One of the most interesting ways to handle regex and general parsing IMO is by using derivitives. I'm not sure if this uses any of the ideas from that area, but with derivitive based regex parsing instead of constructing some specific program to parse some language, you parse by instead transforming the original language to be the language of the union of the old language as well as the character just seen.
In addition to being incredibly simple to implement compared to traditional regex and parser generators, I think it is also interesting in that while it is really simple and looks like you are interpreting a language, it is actually powerful enough to parse arbitrary CFGs in O(n^3) with some help from memoization and fixpoints. See http://matt.might.net/articles/parsing-with-derivatives/ for more details.
I think the interesting aspect in terms of performance with something like this is that the derivitive based parsing system is explicitly streaming since it only stores the remaining input string and a regex string. Also, I think you can get around some of the performance issues with constructing these strings by replacing certain parts of the regex with more traditional NFAs/DFAs. In particular, I think this method provides an easy way to use simple equality matching for constant strings, DFAs for Kleene star, NFAs for the rest of the typical NFA features like the or operator and negation, then finally using the derivitive for very complicated features like capturing groups and backreferences.
Derivatives are simple to explain, but not entirely straightforward to implement efficiently. I personally prefer the Glushkov construction.
The Glushkov construction (which Hyperscan uses among other things) is a similarly straightforward translation from a regular expression to an epsilon-free NFA with nice properties. There's a very neat paper explaining the construction in the form of a play: https://sebfisch.github.io/haskell-regexp/regexp-play.pdf
On the CFG side, I like to think of Early parsing as analogous to the Glushkov construction. At the very least they have similar properties.
I'm aware of derivatives. My concern with derivatives (which I think are awesome) is that the combinatorial blow-up that we associate with DFAs is always around the corner.
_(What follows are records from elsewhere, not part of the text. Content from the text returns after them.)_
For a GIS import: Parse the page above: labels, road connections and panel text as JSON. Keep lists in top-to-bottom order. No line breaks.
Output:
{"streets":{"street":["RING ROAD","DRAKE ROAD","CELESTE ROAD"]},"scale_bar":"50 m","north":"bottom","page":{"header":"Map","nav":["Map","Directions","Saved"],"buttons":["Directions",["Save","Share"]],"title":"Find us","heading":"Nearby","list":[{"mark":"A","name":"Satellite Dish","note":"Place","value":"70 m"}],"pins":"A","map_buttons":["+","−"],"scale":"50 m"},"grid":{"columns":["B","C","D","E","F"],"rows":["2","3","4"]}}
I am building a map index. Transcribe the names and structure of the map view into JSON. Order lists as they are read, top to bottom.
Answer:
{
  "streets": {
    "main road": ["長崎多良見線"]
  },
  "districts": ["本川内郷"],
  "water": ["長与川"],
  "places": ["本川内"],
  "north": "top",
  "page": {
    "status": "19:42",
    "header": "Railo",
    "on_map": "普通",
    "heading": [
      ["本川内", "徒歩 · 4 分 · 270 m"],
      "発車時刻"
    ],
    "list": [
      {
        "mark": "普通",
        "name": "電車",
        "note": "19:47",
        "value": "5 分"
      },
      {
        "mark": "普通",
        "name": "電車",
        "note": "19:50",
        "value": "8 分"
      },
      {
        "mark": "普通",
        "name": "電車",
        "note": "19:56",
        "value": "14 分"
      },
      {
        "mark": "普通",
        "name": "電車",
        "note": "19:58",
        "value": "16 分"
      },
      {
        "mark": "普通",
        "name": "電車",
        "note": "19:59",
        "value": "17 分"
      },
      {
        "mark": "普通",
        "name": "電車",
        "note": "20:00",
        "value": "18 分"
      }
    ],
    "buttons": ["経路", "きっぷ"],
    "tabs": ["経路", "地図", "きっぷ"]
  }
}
I've never been a huge fan of putting all my eggs in the the 'I hope it won't explode' basket. It's been a major point of difference with RE2 all this time - IMO you need a high performance pass for things that don't determinize cleanly (even when you are doing lazy determinization).
I would need to see a lot more detail on using derivatives for capturing groups and back-references.
Sorry if I sound closed-minded, but derivatives look like they solve a lot of stuff I already know how to do really well.
Let me seize the opportunity. I have a problem where I need to match multiple person names (hundreds of thousands) in huge texts. Aho-Corasick works good for exact matches. Could HyperScan works for approximated matches?
We have both Levenstein and Hamming distance parameters. Do note that putting large distance numbers is not expected to perform well (i.e. matching "Smith" at Levenstein distance = 3 won't be a happy experience).
I understand this possibility, but it's not the way I would do an ARM port in an ideal world.
Being the original designer of Hyperscan isn't much help; I don't work at Intel any more and wouldn't have all that much clout in trying to get an ARM port into the codebase.
I'm thinking about building a followup regex matcher - considerably smaller scale, and starting with a Hyperscan code base for the tools/infrastructure/boring bits - ("ure3"). This would definitely have ARM as a first-class architecture. Anyone 64-bit and little-endian can play, I would think (legacy stuff like 32-bit, etc can go somewhere else).
I just with the ARM guys would get their shit together and support their own much ballyhooed SVE. The idea of announcing something in 2016 and not supporting it in a server chip that's due for mid-2020 is... novel.
The reference to "Australian-free" has piqued my curiosity. Do you care to elaborate? In my imagination you had an Australian collaborator that you fell out with and have been busy expunging all "Australian" code from the project!
This appears to be the same algorithm used by ripgrep (https://github.com/BurntSushi/ripgrep) for searching when SIMD/AVX is enabled. Specifically, it uses the algorithm Teddy from the library that’s derived from this paper.
ripgrep author here. Yes, the Teddy algorithm was originally extracted from Hyperscan. But this is a teeny tiny piece of Hyperscan. And AFAIK, ripgrep's implementation (which is actually in the underlying regex library) doesn't carry over the full Teddy algorithm. Or so I've been told. :-)
Both libraries also rely on a number of techniques from existing published research.
Hyperscan is ruthlessly optimized for x86 platforms, but has dropped support for non-x86 platforms. Rust's regex crate is designed more as a general purpose, portable regular expression implementation, suitable for wide scale use.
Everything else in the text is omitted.